Potential Hazards of Additive Manufacturing
Posted on byAdditive manufacturing (AM), commonly referred to as 3-D printing, is becoming more prevalent in industry. AM is a set of processes for making products by selectively joining small amounts of material, using a computer-aided design file. [1,2] The advantages for industry include: shortened production cycles, reduced tooling costs, reduced waste material, easier product customization, novel design options, and new possibilities in distribution and fulfilment. [2–6] The automotive, aerospace, medical device, and electronics manufacturing industries are already using AM, and biomedical applications are expected to grow. Additionally, AM is found in construction, offices, and libraries. It is also important to note the rapid rise of AM in schools, including K–12, as a teaching tool for advanced design and manufacturing technologies.

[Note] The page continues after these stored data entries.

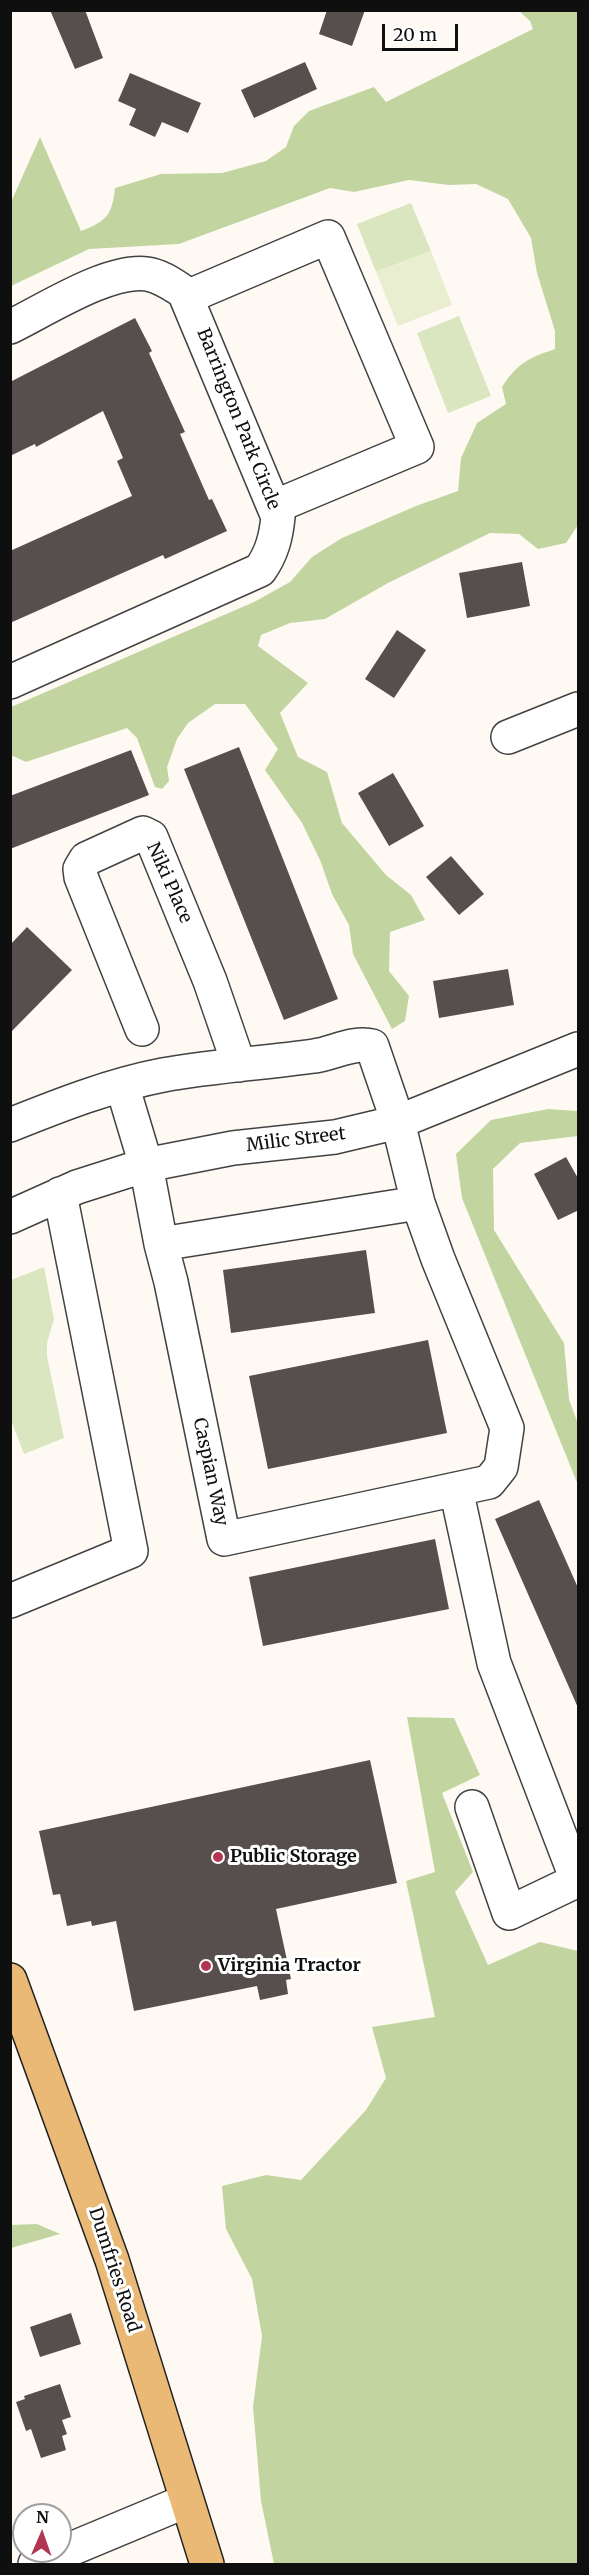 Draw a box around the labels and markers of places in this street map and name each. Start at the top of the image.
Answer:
place label: Public Storage [230,1846,357,1868]
marker: Public Storage [211,1850,225,1864]
place label: Virginia Tractor [218,1955,361,1977]
marker: Virginia Tractor [199,1959,213,1973] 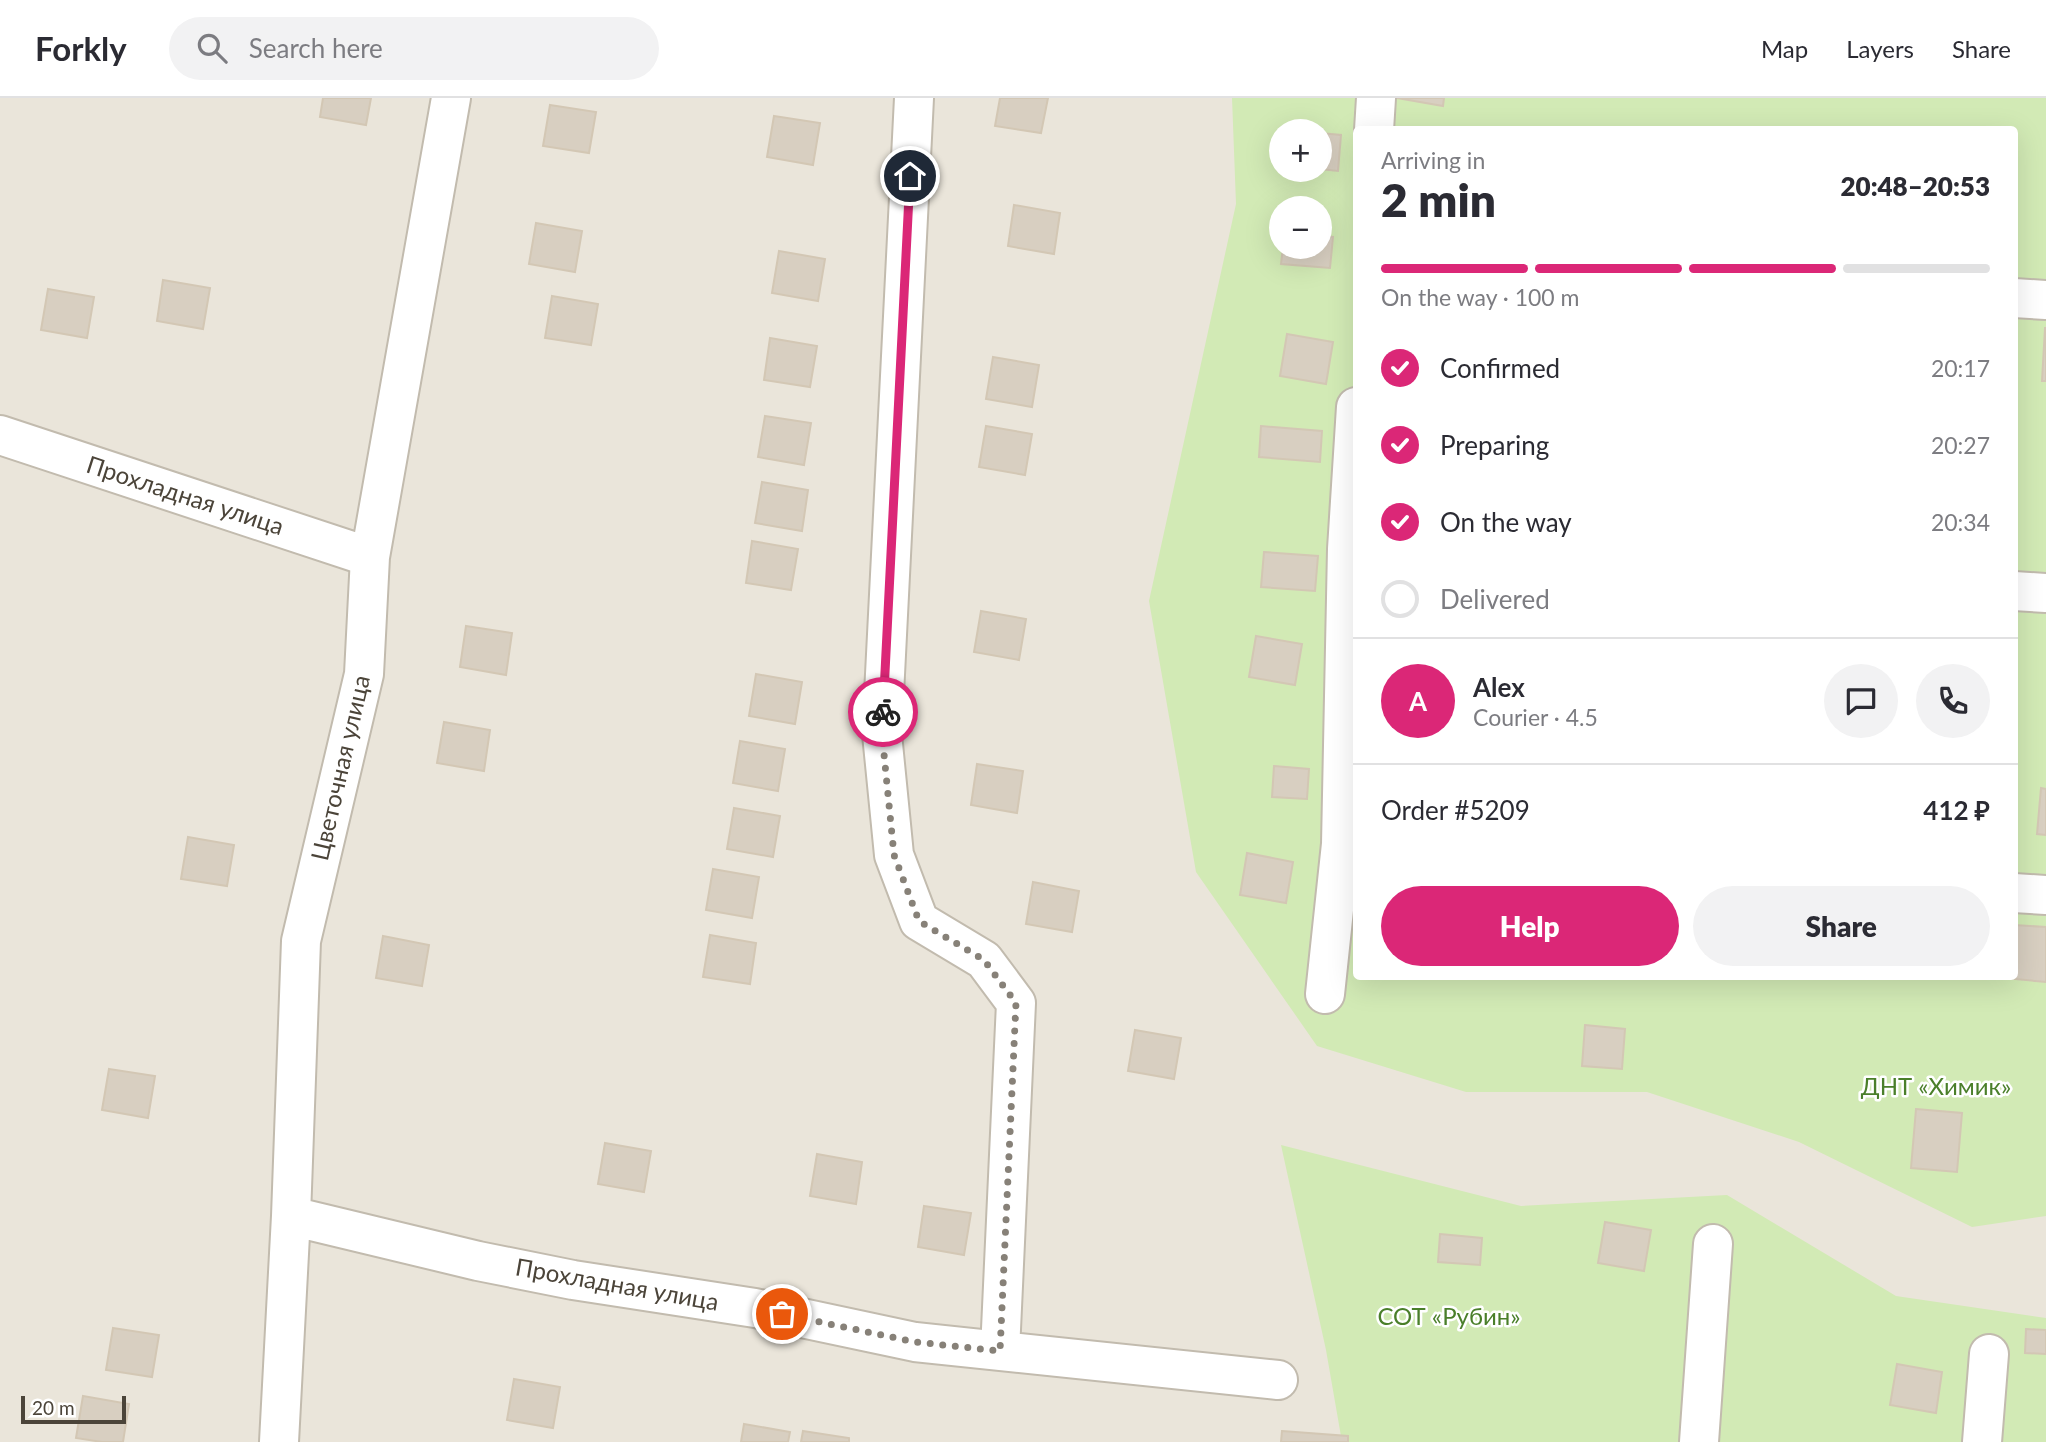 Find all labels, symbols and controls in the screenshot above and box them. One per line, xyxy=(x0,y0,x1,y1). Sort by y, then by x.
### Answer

Though progress has been made in understanding exposures and risks in this field, there is still a need for research on the potential health and safety implications for workers. A new paper from NIOSH researchers, “Potential Occupational Hazards of Additive Manufacturing” published in the Journal of Occupational and Environmental Hygiene highlights AM processes, identifies potential hazards, and discusses research needs for protecting workers.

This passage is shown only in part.